=== TASK DESCRIPTION ===
A picture-free, exact copy of all the records below is the goal.

=== RECORDS TO USE ===
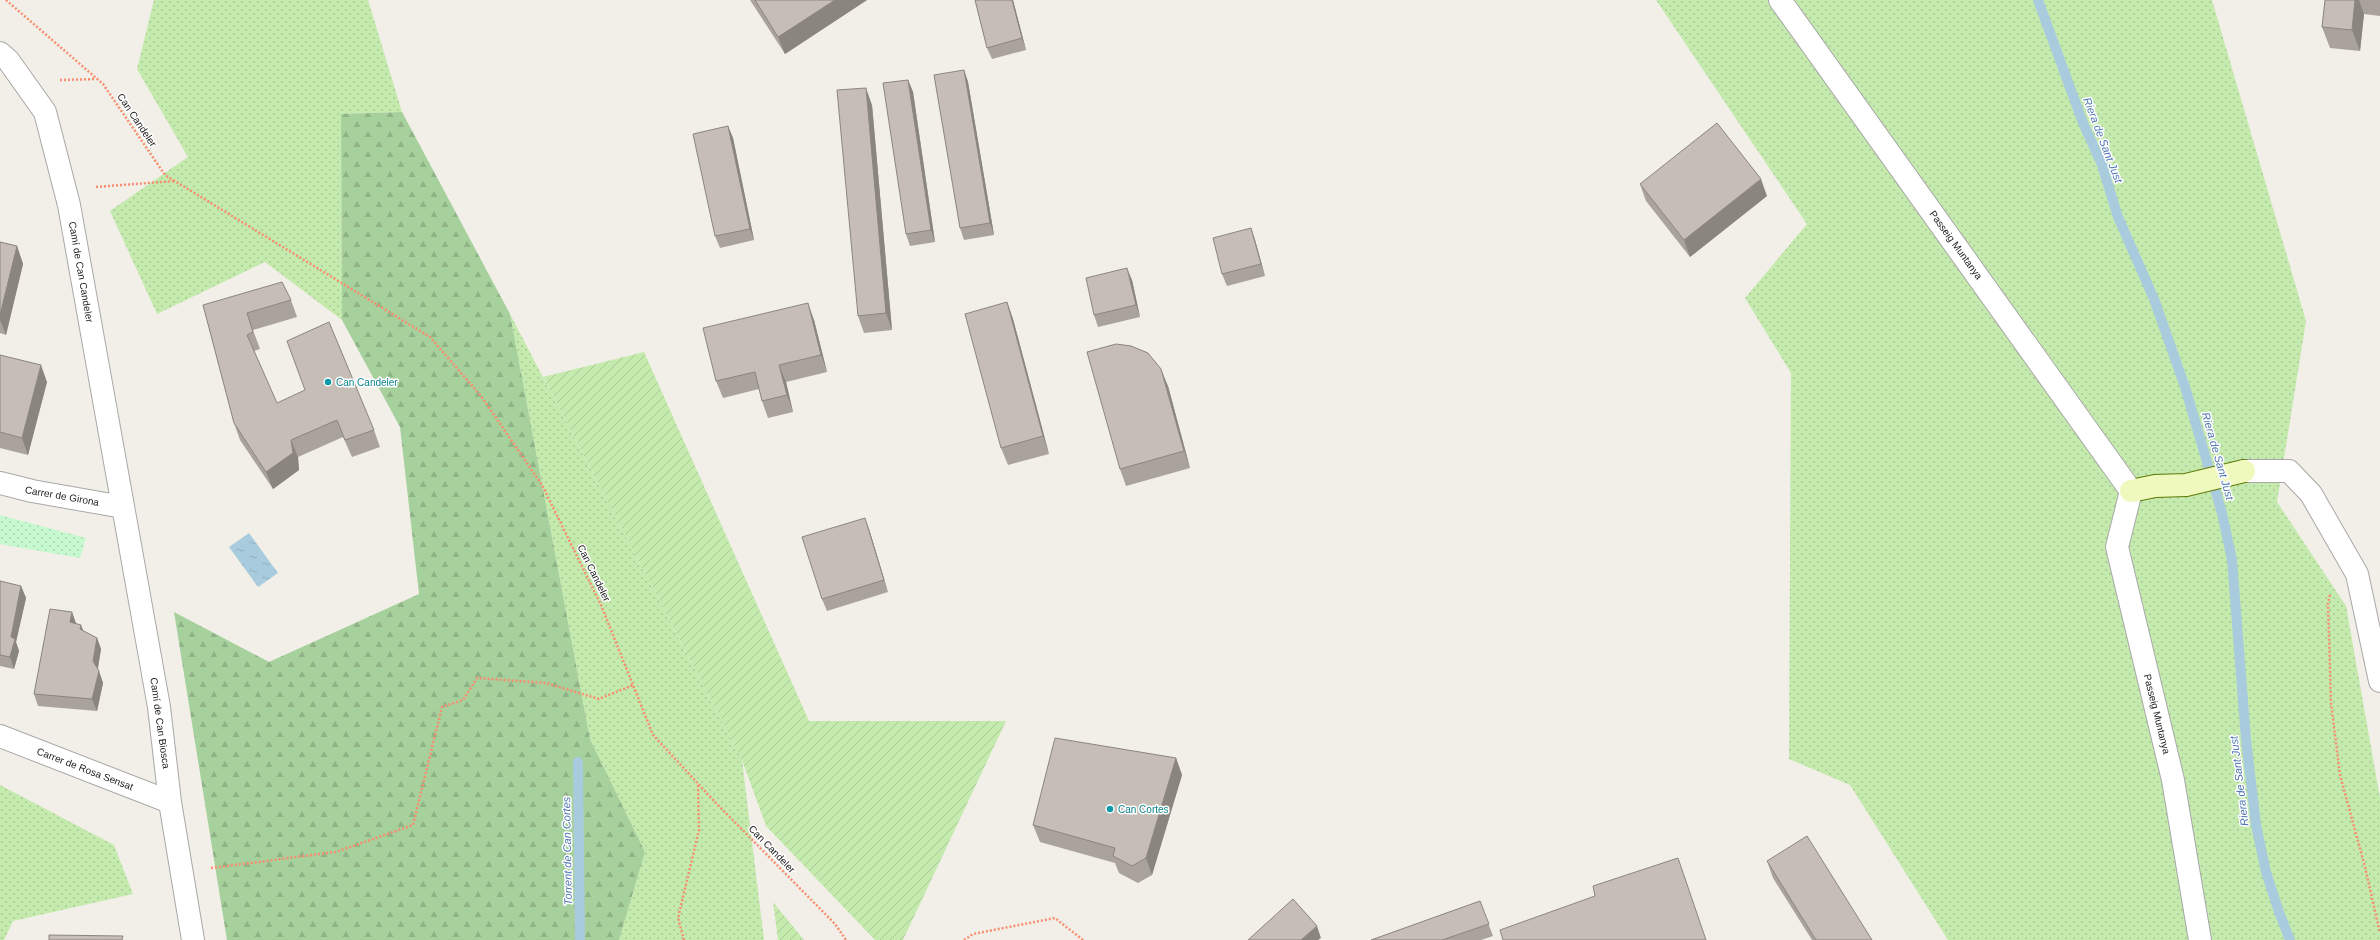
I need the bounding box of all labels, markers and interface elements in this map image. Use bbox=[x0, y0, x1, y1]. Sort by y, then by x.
street label: Can Candeler bbox=[115, 91, 159, 149]
water label: Riera de Sant Just bbox=[2081, 96, 2125, 185]
street label: Passeig Muntanya bbox=[1927, 208, 1985, 282]
street label: Camí de Can Candeler bbox=[67, 221, 95, 324]
marker: Can Candeler bbox=[323, 377, 333, 387]
place label: Can Candeler bbox=[336, 377, 398, 388]
water label: Riera de Sant Just bbox=[2200, 411, 2236, 502]
street label: Carrer de Girona bbox=[24, 484, 100, 508]
street label: Can Candeler bbox=[576, 543, 613, 604]
street label: Passeig Muntanya bbox=[2142, 673, 2172, 756]
street label: Camí de Can Biosca bbox=[148, 677, 172, 770]
water label: Riera de Sant Just bbox=[2227, 734, 2250, 827]
street label: Carrer de Rosa Sensat bbox=[35, 746, 135, 793]
water label: Torrent de Can Cortes bbox=[560, 796, 574, 905]
marker: Can Cortes bbox=[1105, 804, 1115, 814]
place label: Can Cortes bbox=[1118, 804, 1169, 815]
street label: Can Candeler bbox=[747, 823, 798, 875]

=== ANSWER FOR THE TASK ===
I need the bounding box of all labels, markers and interface elements in this map image. Use bbox=[x0, y0, x1, y1]. Sort by y, then by x.
street label: Can Candeler bbox=[115, 91, 159, 149]
water label: Riera de Sant Just bbox=[2081, 96, 2125, 185]
street label: Passeig Muntanya bbox=[1927, 208, 1985, 282]
street label: Camí de Can Candeler bbox=[67, 221, 95, 324]
marker: Can Candeler bbox=[323, 377, 333, 387]
place label: Can Candeler bbox=[336, 377, 398, 388]
water label: Riera de Sant Just bbox=[2200, 411, 2236, 502]
street label: Carrer de Girona bbox=[24, 484, 100, 508]
street label: Can Candeler bbox=[576, 543, 613, 604]
street label: Passeig Muntanya bbox=[2142, 673, 2172, 756]
street label: Camí de Can Biosca bbox=[148, 677, 172, 770]
water label: Riera de Sant Just bbox=[2227, 734, 2250, 827]
street label: Carrer de Rosa Sensat bbox=[35, 746, 135, 793]
water label: Torrent de Can Cortes bbox=[560, 796, 574, 905]
marker: Can Cortes bbox=[1105, 804, 1115, 814]
place label: Can Cortes bbox=[1118, 804, 1169, 815]
street label: Can Candeler bbox=[747, 823, 798, 875]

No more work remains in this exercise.